• [Task details] If an entry includes an image, drop the image and copy the rest verbatim.

• [Exercise inputs]
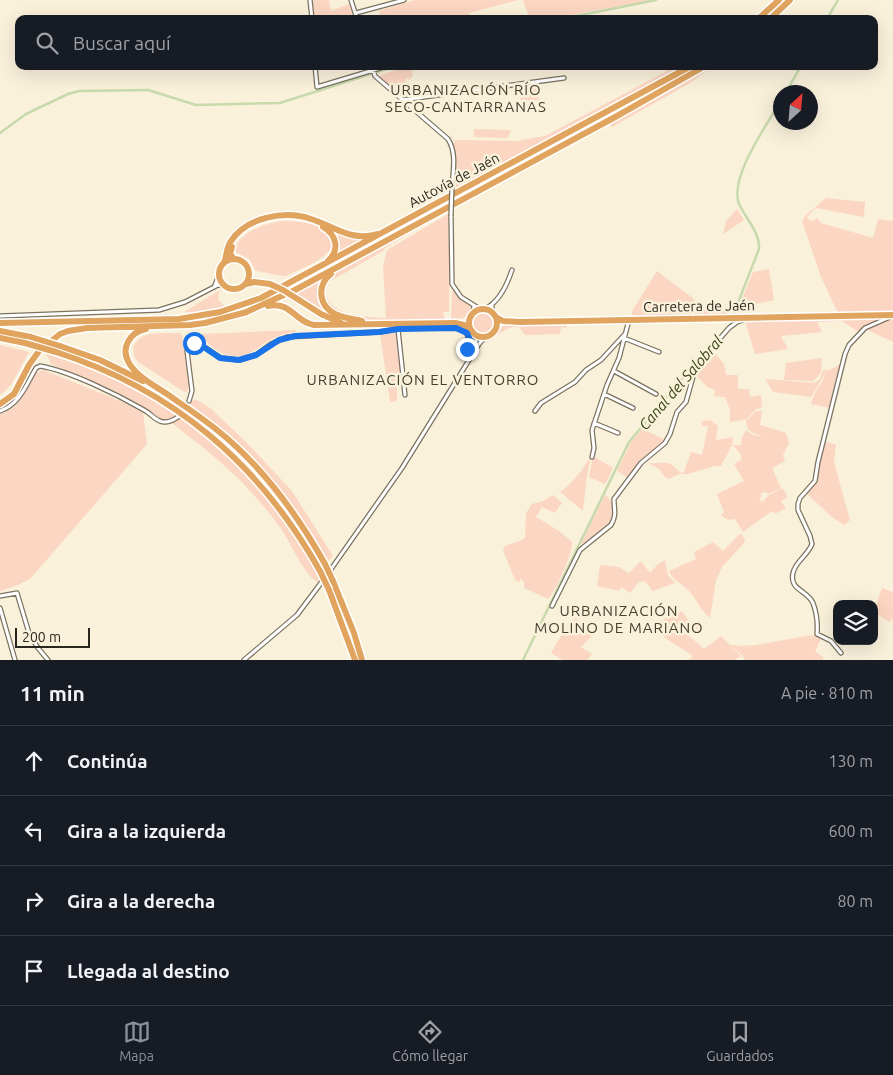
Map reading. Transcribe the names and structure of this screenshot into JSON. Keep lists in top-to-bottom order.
{
  "streets": {
    "highway": ["Autovía de Jaén", "Carretera de Jaén"]
  },
  "districts": ["URBANIZACIÓN RÍO SECO-CANTARRANAS", "URBANIZACIÓN EL VENTORRO", "URBANIZACIÓN MOLINO DE MARIANO"],
  "water": ["Canal del Salobral"],
  "scale_bar": "200 m",
  "north": "top right",
  "page": {
    "search": "Buscar aquí",
    "scale": "200 m",
    "heading": ["11 min", "A pie · 810 m"],
    "list": [
      ["Continúa", "130 m"],
      ["Gira a la izquierda", "600 m"],
      ["Gira a la derecha", "80 m"],
      "Llegada al destino"
    ],
    "nav": ["Mapa", "Cómo llegar", "Guardados"]
  }
}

• [Written answer]
Map reading. Transcribe the names and structure of this screenshot into JSON. Keep lists in top-to-bottom order.
{
  "streets": {
    "highway": ["Autovía de Jaén", "Carretera de Jaén"]
  },
  "districts": ["URBANIZACIÓN RÍO SECO-CANTARRANAS", "URBANIZACIÓN EL VENTORRO", "URBANIZACIÓN MOLINO DE MARIANO"],
  "water": ["Canal del Salobral"],
  "scale_bar": "200 m",
  "north": "top right",
  "page": {
    "search": "Buscar aquí",
    "scale": "200 m",
    "heading": ["11 min", "A pie · 810 m"],
    "list": [
      ["Continúa", "130 m"],
      ["Gira a la izquierda", "600 m"],
      ["Gira a la derecha", "80 m"],
      "Llegada al destino"
    ],
    "nav": ["Mapa", "Cómo llegar", "Guardados"]
  }
}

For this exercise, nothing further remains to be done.